Being a few (ahem) years older than 18, a non-smoker and preferring French Connection to sports stores for my attire, I've not been overly concerned by the door policies of the pubs and bars I frequent for a long time. Indeed, I've probably welcomed them; resulting, as they do, in fewer Bieber-ites, reduced risk of lung cancer and less offside rule chat on my evenings out. Imagine my surprise then, to find out that I've just been added to the banned list of a West End bar, along with about 50 other like-minded individuals. And I haven't even been there yet. Honestly, there was no drunkenness involved, no tables were danced on and no innocent barmen were injured in unfortunate licking-tequila-off-torsos incidents.
You may or may not have heard of the up and coming social network Awesome Women of Twitter, of #AWOT hashtag fame. Fellow Huffington Post blogger, Ashley Fryer, set up the group to finally meet some of the great people she's been chatting to on Twitter. (I know - actually meeting Twitter friends. It's enough to put me on a diet.) So she invited a load of us and set about finding a venue for us to "get together. All of us. All at once. With gin. And cake." Sounds good to me.

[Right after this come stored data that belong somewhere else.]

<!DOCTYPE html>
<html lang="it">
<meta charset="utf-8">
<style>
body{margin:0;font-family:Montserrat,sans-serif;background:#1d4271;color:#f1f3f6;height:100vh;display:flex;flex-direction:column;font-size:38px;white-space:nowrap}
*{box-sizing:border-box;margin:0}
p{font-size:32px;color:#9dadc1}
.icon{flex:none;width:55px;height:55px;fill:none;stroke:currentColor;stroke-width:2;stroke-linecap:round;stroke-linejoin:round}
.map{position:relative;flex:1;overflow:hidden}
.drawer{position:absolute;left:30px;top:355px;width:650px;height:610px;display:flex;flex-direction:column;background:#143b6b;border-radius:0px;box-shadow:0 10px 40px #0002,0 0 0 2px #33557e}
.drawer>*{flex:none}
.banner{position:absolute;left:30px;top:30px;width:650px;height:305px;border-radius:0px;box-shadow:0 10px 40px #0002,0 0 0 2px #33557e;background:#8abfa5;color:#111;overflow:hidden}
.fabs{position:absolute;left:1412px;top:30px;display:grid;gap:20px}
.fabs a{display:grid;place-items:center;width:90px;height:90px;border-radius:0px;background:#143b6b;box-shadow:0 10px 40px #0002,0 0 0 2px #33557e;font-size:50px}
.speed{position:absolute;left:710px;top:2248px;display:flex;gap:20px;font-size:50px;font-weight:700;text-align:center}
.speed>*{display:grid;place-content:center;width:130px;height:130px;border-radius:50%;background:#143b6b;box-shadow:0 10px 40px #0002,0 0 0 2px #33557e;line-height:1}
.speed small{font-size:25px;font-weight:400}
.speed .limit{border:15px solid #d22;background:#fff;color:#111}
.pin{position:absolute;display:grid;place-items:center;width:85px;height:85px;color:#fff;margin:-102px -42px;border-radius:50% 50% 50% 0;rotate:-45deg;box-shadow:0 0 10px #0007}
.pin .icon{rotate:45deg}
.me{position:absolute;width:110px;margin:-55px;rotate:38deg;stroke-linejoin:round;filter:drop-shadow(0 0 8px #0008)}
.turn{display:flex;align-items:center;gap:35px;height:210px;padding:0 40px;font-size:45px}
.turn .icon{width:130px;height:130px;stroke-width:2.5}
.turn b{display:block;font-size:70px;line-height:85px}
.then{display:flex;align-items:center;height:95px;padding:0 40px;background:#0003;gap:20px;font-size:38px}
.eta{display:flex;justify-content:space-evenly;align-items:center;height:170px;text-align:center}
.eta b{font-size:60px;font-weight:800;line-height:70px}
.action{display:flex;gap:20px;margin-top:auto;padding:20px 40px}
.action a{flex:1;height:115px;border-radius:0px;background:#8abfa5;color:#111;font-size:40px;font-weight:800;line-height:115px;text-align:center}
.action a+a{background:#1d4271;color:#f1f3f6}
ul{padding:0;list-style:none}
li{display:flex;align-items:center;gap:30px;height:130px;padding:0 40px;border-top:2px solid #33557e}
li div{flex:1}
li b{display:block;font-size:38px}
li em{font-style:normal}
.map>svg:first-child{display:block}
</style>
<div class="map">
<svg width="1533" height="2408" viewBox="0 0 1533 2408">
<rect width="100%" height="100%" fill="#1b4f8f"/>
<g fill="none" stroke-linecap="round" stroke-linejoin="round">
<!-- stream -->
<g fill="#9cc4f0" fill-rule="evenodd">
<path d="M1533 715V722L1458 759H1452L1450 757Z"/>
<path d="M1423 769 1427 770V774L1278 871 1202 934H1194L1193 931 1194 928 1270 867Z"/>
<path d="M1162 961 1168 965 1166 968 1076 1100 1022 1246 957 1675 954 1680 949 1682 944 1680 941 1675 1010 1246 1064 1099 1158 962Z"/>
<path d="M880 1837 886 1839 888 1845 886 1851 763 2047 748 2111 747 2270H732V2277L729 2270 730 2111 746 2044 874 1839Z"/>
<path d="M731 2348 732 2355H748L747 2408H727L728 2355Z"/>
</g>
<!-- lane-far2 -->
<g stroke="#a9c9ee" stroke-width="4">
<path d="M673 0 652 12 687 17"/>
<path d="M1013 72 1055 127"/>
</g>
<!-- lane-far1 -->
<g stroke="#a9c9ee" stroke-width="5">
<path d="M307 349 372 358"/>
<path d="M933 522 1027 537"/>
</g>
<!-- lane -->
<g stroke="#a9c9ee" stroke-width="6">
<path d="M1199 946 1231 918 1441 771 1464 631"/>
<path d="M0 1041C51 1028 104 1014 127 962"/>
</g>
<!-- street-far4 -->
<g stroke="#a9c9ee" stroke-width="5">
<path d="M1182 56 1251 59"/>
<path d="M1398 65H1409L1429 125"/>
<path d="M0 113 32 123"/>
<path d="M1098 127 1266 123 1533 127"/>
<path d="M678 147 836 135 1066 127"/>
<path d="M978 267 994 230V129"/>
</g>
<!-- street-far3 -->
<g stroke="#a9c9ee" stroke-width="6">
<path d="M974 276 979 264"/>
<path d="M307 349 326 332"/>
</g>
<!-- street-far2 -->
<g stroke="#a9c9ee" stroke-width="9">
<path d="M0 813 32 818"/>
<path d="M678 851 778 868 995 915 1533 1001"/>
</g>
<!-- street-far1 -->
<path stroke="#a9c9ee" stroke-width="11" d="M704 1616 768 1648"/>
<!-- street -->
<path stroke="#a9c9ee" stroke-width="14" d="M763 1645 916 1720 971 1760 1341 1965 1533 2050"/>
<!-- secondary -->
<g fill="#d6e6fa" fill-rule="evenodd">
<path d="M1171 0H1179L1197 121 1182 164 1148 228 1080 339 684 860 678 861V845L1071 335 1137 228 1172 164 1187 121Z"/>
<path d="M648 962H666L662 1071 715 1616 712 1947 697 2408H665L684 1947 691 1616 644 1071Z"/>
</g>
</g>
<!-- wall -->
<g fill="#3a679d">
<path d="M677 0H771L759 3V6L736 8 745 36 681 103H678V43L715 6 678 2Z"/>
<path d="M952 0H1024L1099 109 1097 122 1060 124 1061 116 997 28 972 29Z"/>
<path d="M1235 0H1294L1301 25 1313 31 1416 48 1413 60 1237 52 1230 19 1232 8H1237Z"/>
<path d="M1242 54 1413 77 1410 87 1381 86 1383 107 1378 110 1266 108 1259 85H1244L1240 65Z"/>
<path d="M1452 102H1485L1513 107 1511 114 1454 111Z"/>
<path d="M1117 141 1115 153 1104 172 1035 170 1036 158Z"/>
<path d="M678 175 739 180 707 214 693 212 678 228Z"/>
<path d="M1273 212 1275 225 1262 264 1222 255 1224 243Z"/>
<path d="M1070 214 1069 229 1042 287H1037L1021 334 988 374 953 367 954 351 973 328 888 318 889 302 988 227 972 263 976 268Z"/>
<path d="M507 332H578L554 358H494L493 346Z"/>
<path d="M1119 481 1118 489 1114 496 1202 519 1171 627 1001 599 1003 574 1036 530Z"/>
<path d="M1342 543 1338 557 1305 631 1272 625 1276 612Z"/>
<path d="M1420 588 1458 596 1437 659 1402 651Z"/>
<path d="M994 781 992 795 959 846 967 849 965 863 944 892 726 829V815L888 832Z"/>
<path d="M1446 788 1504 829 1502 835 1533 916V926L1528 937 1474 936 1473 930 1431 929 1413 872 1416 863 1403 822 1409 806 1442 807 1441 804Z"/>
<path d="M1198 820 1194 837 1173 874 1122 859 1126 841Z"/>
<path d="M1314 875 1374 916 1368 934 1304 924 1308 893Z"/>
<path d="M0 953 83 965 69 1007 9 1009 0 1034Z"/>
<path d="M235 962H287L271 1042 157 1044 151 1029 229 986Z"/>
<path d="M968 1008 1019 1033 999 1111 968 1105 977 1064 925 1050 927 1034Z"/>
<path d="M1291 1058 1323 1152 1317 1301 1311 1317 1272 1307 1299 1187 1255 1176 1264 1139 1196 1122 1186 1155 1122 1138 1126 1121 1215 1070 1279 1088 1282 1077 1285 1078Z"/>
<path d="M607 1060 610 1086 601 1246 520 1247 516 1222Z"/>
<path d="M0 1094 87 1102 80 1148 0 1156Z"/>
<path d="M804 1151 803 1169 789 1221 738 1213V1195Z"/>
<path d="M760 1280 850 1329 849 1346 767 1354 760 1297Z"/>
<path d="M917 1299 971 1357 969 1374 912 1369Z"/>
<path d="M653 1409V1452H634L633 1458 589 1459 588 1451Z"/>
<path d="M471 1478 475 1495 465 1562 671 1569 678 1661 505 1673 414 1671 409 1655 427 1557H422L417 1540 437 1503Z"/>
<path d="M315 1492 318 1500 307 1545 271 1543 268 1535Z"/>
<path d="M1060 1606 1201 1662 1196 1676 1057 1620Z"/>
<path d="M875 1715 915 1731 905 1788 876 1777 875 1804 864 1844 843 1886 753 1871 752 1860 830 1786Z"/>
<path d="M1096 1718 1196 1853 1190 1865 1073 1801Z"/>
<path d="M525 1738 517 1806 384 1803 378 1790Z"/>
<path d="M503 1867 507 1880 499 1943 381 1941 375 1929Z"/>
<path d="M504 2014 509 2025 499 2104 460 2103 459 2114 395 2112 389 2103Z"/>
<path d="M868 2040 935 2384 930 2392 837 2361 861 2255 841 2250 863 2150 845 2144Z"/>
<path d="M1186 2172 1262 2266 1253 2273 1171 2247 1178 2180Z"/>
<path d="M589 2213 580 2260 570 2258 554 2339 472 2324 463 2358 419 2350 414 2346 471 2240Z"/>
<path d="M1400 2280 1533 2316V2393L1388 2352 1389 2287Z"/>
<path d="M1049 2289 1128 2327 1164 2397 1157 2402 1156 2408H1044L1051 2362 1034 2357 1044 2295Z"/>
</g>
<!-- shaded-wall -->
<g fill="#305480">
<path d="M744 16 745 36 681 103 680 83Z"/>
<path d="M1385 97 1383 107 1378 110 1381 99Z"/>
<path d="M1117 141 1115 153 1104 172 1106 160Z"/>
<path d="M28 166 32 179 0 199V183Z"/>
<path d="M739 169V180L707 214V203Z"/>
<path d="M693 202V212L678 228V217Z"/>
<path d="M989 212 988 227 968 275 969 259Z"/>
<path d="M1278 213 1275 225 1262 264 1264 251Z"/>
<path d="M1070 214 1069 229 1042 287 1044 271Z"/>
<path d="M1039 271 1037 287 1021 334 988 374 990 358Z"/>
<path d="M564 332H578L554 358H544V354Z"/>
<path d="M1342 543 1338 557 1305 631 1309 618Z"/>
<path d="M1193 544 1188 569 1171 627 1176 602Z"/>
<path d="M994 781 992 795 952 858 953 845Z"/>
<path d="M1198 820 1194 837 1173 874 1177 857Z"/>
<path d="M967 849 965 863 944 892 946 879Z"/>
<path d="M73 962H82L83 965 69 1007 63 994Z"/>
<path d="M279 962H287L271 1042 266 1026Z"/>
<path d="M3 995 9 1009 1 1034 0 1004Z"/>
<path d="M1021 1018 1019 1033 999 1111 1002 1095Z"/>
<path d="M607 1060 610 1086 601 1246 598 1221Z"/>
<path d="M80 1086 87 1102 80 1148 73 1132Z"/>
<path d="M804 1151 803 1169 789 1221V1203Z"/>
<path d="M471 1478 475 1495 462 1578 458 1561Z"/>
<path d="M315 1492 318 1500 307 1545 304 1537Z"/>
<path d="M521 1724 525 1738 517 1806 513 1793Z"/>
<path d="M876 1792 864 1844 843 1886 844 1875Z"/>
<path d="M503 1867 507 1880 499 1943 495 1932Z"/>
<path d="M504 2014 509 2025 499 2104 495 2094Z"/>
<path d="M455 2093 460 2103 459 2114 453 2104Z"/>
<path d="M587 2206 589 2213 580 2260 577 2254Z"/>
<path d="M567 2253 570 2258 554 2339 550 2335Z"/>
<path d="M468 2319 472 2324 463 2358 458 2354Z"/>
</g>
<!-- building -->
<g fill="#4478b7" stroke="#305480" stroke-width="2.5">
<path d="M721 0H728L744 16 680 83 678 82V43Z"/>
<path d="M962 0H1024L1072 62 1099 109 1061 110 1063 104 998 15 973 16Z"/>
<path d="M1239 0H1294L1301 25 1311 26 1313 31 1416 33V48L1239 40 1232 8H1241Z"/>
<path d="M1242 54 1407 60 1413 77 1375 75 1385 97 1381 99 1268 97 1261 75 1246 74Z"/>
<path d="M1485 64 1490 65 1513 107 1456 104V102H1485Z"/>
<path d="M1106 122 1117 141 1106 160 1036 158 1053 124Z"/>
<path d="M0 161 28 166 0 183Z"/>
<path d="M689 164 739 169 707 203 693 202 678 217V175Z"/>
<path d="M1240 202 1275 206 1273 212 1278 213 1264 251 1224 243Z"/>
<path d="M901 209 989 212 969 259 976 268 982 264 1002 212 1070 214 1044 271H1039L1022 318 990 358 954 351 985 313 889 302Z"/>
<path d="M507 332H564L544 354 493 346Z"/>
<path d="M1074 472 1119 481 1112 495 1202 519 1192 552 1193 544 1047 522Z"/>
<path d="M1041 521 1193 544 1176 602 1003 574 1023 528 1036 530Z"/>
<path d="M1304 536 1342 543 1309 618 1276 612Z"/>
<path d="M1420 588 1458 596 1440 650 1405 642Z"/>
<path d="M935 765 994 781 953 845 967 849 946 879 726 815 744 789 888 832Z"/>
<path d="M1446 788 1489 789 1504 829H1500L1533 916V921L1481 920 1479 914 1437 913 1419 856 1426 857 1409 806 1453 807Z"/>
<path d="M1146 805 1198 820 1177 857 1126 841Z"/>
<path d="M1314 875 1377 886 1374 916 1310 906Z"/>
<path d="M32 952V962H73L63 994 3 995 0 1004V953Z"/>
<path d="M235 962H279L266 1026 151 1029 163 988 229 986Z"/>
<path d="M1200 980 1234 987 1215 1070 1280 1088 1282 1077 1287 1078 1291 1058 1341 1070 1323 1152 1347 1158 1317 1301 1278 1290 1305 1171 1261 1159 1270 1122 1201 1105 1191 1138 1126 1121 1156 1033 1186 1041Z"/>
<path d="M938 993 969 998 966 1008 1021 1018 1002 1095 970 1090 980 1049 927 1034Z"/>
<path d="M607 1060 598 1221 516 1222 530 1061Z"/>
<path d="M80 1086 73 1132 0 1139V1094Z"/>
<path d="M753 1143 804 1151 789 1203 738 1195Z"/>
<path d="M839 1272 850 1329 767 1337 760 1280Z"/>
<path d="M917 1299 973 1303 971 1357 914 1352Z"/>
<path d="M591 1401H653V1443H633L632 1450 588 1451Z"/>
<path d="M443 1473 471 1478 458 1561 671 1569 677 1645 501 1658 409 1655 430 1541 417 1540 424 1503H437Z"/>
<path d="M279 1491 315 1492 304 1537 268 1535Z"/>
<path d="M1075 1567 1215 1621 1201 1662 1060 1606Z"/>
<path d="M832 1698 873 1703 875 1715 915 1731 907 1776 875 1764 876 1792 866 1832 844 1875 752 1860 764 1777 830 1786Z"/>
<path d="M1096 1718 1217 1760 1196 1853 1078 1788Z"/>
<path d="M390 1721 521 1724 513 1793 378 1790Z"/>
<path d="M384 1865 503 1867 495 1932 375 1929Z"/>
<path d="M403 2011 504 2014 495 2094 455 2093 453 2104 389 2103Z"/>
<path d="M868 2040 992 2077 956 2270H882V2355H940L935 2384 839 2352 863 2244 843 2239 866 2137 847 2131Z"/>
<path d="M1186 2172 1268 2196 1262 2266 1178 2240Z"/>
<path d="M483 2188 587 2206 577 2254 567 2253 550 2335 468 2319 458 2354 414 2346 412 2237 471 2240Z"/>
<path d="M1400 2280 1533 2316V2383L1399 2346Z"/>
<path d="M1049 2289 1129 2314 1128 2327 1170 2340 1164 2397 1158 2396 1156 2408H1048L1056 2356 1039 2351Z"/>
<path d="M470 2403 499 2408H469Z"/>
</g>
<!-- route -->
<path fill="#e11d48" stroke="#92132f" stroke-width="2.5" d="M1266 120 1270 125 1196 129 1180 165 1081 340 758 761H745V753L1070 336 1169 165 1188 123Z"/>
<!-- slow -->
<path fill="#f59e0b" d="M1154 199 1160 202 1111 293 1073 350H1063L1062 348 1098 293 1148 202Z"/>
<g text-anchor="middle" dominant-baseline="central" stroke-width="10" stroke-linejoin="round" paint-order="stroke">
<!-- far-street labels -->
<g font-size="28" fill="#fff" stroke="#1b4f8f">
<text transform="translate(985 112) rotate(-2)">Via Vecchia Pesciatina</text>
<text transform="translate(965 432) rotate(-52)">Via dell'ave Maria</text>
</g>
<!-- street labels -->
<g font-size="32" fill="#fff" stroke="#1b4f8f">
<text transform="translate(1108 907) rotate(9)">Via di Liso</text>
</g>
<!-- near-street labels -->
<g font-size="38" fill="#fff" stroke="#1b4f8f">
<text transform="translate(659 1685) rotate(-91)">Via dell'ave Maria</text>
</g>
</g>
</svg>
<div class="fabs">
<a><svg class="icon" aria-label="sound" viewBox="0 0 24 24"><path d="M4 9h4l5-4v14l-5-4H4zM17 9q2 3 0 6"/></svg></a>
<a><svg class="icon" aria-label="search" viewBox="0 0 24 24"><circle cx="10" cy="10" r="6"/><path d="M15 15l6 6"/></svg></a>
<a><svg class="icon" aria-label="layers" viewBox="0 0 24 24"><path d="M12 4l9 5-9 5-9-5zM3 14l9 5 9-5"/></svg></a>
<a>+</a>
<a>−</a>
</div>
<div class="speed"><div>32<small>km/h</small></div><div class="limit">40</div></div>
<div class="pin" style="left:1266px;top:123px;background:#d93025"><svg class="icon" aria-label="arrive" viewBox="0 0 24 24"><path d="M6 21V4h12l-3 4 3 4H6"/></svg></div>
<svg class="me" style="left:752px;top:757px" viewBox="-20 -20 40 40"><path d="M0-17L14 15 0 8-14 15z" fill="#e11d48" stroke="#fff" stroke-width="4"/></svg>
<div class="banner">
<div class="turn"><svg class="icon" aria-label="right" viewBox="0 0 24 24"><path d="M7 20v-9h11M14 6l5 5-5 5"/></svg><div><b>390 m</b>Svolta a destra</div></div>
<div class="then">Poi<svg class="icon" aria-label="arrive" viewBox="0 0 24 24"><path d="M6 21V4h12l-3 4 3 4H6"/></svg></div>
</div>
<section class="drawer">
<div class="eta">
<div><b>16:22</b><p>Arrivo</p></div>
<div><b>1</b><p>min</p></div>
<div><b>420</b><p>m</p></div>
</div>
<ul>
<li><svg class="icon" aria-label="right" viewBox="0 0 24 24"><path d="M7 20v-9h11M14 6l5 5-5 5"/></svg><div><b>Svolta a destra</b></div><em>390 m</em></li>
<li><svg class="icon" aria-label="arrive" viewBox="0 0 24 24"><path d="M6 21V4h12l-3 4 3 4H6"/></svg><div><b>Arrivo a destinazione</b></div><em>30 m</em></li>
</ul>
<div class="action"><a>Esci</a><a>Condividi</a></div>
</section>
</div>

Ah - gin, I hear you mutter. Alcoholics, huh? Erm, no. Overeaters anonymous? Possibly, but only part time. In fact, the reason for our disbarment was neither our gin nor our baked good intake. It was the fact that the meet up was called the "Awesome Women of Twitter" event. Once the potential venue was found and a deposit paid, our fearless leader was asked if the group would be "just women" and asked what AWOT was (fair question.)
Upon replying in the affirmative regarding the non co-ed nature of the event and clarifying what the acronym stood for we were told that having a feminist or women's lib group in the bar would be "inappropriate". Inappropriate. So feminism and women's liberation are inappropriate. In London. In the West End. In 2011.
Quite what they thought we were going to do is beyond me. Mass bra burning? A sacrificial offering of our forsworn enemy (a Man, obvs)? Or would it be the fact that we'd be gesticulating so wildly in the throes of our feminist ire that our unshaven armpits would be on display, in flagrant contravention of their dress code? Your guess is as good as mine.
Much has been said on the subject of feminism and its stereotypes. Presumably, it was the fact that we think women are awesome that makes us feminists, or perhaps it's the fact that it's Awesome Women of Twitter and not Awesome People of Twitter. I wonder if, as was requested by some of the awesome men we've come into contact with on the micro blogosphere, the event had been a mixed one, would it still have been "inappropriate". The idea of feminism and women's lib groups being banned from an establishment in the UK is almost as antiquated as when men and women were segregated. In those days, it was apparently a flash of dainty, feminine ankle that was deemed too much for the public's sensibilities. But things have moved on. Ankles are fine now - as long as they're shaved.